Supervisor Proposes 45 Day Moratorium on Market-Rate Housing Development in the Mission

San Francisco Supervisor David Campos introduced an emergency ordinance on Tuesday to temporarily halt market-rate housing development in the city’s Mission District in an effort to stop displacement of residents in the neighborhood.

The interim emergency ordinance would “establish a moratorium on all market-rate housing in the Mission for the next 45 days,” Campos said, eliciting cheers from the crowd gathered at City Hall for the Board of Supervisors’ meeting.

Campos, who represents the Mission District, said the moratorium would allow the city a chance to “update zoning controls in the Mission, create new polices to stem displacement, identify revenue sources for affordable housing and develop a plan to build thousands of units of affordable housing.”

Supervisors Eric Mar, Jane Kim, John Avalos and Norman Yee are co-sponsors of the ordinance.

Campos said many Mission District residents see their community as “under siege” by developers.

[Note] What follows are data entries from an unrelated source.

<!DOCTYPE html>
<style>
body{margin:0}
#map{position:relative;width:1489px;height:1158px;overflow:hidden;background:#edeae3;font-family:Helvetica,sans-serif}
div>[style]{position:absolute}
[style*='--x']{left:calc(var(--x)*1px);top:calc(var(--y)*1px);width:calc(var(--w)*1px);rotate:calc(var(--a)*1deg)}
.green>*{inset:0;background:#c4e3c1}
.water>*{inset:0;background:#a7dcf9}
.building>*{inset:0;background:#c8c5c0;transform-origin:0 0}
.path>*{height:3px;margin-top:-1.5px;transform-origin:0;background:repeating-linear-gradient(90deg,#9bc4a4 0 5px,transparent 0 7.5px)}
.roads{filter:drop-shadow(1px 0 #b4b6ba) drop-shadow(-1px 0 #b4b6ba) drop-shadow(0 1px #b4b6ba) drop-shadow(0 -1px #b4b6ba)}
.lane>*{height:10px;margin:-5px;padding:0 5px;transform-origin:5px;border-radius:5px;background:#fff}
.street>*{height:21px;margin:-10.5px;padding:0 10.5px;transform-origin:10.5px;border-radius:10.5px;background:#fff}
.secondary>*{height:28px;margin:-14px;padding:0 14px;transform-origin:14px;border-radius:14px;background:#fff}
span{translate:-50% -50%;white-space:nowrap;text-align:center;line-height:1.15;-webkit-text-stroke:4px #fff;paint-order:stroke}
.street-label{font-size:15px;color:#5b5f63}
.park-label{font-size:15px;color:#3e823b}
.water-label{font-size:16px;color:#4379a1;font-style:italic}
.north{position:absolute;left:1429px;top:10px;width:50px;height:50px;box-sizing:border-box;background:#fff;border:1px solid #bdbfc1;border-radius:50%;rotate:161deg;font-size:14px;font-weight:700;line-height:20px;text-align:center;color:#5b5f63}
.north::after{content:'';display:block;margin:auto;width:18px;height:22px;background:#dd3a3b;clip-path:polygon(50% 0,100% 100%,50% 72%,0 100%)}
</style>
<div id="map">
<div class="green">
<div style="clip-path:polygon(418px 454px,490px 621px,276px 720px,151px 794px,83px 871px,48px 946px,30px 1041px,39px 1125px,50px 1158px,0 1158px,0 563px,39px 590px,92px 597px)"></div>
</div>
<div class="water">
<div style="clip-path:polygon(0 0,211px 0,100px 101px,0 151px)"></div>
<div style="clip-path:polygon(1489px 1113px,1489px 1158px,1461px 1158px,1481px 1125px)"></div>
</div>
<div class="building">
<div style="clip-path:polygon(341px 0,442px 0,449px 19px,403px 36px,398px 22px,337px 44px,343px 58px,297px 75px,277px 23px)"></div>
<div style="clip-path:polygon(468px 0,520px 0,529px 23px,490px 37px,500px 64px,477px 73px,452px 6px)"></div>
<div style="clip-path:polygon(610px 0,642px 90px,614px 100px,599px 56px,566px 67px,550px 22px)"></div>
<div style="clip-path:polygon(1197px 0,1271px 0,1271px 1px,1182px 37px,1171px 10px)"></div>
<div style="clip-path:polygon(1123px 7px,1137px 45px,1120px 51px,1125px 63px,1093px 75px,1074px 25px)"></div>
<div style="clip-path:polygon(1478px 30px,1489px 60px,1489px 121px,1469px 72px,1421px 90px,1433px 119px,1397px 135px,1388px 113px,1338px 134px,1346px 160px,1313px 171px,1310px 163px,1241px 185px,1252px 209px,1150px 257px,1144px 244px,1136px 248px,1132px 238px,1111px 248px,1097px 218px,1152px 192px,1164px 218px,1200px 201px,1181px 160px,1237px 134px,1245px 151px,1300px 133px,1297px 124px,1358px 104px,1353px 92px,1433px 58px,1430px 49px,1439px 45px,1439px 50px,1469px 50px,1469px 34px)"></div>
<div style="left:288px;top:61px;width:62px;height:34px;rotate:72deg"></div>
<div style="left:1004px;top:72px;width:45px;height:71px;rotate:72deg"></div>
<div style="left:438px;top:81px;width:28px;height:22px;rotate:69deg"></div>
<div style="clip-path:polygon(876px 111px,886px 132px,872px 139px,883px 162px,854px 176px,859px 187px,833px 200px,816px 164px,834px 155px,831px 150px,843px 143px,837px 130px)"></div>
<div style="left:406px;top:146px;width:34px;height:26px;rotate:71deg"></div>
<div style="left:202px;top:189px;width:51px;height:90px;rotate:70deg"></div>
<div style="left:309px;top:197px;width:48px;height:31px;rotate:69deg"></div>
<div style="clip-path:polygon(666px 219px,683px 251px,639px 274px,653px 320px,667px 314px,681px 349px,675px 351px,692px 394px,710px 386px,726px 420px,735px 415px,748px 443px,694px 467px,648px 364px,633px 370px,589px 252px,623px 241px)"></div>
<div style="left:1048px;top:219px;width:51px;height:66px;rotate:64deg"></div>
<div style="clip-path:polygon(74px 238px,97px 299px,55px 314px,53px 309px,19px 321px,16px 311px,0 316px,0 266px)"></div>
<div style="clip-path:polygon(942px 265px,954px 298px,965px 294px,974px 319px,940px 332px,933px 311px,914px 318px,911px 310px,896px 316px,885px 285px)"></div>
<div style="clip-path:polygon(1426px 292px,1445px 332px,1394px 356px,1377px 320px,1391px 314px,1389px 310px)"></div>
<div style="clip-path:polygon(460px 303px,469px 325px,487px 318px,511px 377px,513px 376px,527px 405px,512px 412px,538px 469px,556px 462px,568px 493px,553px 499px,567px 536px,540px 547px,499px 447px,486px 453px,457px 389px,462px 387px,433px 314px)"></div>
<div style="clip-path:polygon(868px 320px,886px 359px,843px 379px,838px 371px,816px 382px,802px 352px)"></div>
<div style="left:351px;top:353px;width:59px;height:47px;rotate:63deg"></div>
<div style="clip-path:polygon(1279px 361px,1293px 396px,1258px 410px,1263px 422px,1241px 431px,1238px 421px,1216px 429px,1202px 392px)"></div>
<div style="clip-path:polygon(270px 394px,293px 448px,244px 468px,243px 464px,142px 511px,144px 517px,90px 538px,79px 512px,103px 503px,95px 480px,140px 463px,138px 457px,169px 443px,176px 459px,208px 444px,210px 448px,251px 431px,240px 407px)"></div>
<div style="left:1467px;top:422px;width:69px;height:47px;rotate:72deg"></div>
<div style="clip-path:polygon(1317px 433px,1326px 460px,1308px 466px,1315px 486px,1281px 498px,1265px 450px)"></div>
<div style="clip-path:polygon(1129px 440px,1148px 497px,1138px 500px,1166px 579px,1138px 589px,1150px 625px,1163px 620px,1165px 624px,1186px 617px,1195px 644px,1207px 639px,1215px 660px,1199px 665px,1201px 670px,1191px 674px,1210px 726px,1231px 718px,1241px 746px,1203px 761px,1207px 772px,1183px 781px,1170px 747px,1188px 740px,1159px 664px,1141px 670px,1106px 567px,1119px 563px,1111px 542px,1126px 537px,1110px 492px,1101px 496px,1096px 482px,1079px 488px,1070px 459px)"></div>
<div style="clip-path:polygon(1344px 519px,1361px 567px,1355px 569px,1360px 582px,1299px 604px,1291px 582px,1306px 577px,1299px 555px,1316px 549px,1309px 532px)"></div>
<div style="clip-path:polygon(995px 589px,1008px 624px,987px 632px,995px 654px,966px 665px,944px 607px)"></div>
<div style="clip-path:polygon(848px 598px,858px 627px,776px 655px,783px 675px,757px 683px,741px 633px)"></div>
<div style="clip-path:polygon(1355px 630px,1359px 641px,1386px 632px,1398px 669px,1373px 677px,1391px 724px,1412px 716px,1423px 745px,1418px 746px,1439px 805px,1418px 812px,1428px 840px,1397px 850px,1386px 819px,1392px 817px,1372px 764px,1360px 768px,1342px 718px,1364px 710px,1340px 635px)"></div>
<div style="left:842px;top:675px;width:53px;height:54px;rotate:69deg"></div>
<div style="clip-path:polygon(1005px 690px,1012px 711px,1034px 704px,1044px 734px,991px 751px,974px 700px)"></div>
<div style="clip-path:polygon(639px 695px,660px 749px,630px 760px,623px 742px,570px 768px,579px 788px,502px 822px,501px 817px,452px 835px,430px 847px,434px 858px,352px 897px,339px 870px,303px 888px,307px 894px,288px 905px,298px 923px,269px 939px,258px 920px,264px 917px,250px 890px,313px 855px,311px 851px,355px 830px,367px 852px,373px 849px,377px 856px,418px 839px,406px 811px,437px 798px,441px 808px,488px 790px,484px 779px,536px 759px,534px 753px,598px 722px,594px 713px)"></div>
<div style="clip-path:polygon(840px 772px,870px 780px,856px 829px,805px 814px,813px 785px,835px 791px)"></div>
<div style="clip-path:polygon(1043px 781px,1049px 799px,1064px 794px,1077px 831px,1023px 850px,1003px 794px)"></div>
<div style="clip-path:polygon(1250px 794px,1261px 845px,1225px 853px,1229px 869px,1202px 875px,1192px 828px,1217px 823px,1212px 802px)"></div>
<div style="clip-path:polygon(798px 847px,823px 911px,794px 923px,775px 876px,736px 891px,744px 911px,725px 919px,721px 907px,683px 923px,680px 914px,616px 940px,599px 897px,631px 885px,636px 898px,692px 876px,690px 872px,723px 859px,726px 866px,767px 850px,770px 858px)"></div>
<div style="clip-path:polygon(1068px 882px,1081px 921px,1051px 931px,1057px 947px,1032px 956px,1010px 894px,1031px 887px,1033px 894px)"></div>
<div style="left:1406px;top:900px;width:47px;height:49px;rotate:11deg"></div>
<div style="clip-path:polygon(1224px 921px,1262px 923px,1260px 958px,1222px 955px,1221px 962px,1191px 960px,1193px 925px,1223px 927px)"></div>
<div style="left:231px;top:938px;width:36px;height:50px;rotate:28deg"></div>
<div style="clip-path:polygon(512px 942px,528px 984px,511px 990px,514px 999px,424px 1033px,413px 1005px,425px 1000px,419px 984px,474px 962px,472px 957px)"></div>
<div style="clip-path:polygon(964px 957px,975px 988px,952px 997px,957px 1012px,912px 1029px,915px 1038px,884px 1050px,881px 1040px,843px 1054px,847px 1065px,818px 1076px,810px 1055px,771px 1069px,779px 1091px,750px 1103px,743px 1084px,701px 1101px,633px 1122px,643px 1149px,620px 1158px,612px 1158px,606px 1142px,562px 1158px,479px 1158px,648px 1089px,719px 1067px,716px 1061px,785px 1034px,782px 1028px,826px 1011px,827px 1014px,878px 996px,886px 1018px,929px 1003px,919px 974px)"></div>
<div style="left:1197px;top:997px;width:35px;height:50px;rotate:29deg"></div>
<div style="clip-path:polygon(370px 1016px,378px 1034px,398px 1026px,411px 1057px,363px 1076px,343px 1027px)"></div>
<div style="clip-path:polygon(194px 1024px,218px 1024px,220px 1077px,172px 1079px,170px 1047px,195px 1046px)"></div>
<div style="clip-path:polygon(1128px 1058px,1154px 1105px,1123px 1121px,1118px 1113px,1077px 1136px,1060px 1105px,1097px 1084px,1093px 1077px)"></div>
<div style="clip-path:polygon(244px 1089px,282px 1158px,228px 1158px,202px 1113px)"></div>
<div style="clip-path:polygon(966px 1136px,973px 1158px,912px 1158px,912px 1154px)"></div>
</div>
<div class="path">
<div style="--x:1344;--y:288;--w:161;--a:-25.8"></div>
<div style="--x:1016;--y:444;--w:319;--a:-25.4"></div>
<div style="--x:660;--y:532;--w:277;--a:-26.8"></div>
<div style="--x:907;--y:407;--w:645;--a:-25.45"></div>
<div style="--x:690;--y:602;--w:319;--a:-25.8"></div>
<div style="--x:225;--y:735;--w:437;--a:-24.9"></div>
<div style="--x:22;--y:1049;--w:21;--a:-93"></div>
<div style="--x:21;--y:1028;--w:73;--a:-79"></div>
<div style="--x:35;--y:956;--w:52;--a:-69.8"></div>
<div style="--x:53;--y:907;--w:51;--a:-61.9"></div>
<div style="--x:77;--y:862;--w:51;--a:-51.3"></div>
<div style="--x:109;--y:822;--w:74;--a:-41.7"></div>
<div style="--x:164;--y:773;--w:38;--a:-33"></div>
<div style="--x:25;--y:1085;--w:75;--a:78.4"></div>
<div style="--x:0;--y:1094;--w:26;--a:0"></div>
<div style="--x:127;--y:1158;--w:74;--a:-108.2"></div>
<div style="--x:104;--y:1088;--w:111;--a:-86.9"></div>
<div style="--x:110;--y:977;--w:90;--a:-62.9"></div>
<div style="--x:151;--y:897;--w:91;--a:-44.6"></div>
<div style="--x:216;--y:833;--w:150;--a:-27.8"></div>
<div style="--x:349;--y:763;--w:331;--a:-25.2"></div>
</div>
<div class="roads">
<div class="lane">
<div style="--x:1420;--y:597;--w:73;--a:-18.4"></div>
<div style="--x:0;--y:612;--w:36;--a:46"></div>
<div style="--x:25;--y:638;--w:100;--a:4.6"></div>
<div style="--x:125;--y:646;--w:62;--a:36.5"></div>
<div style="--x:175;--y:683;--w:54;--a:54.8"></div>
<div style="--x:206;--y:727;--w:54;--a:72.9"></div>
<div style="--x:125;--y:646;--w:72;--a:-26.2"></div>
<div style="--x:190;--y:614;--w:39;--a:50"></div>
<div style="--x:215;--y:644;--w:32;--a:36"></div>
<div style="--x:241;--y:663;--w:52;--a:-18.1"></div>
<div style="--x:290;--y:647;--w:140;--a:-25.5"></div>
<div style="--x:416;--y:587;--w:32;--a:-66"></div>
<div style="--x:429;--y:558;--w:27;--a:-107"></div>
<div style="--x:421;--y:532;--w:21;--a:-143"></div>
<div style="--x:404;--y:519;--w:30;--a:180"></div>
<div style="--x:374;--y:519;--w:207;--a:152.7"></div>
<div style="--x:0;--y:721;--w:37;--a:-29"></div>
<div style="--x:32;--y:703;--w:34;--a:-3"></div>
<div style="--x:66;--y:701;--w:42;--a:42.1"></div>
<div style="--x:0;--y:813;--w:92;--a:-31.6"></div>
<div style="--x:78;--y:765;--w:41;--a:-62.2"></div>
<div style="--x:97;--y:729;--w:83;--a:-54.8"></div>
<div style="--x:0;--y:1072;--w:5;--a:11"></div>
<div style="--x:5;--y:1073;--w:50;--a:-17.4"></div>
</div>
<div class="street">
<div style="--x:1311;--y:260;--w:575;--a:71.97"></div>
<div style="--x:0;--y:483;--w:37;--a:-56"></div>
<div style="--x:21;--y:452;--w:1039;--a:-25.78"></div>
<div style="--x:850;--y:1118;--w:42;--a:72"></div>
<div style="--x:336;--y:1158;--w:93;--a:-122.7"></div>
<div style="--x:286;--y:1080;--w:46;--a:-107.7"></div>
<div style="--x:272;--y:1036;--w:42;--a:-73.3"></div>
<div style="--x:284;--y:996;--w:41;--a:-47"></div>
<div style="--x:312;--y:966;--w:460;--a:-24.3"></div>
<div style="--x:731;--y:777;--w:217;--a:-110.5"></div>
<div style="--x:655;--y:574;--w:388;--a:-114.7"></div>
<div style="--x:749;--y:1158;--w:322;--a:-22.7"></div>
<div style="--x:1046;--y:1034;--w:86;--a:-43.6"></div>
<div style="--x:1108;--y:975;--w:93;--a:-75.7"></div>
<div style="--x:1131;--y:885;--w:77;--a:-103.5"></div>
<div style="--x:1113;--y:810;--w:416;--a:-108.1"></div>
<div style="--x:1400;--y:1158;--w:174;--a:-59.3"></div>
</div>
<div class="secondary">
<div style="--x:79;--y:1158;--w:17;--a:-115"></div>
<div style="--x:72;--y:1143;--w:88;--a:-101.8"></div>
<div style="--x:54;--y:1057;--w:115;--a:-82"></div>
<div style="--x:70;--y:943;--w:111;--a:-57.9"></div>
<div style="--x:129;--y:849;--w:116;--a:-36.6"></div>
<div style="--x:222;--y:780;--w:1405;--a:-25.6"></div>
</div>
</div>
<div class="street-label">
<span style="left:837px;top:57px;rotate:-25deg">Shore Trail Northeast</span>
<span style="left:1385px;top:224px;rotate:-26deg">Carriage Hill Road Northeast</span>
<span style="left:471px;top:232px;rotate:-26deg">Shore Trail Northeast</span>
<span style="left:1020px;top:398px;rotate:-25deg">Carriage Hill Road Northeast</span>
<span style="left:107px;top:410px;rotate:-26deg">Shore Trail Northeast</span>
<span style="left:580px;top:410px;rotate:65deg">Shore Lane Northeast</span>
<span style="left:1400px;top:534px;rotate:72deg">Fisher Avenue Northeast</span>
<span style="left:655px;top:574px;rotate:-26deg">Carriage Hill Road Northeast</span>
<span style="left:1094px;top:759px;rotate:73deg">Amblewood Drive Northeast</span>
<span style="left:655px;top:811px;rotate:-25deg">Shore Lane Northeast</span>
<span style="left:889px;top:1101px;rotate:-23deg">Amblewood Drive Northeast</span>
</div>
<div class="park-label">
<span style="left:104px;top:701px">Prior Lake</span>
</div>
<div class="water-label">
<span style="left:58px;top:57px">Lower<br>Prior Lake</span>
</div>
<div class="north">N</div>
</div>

More than 1,600 low to moderate income households have left the Mission District since the new millennium and rent-controlled units are disappearing at a rate of around 80 units per year, he said.

The Latino population, in particular, has declined by more than 8,000 since 2000, he said, with Latinos now making up only 40 percent of the neighborhood’s population, as compared to 52 percent in 2000.

Campos said over the last decade only one affordable housing development has been completed in the Mission District, in 2009. He noted that according to planning department figures, only 7 percent of the roughly 1,300 residential units being approved for construction in the neighborhood are expected to be below market rate.

Developers are paying fees instead of building affordable units, which means that despite so much residential construction, working class residents as well as seniors are being displaced and “the prices keep going up,” Campos said.

Following Campos’ introduction, the crowd cheered “Si, se puede!” which translates from Spanish as “Yes, we can!”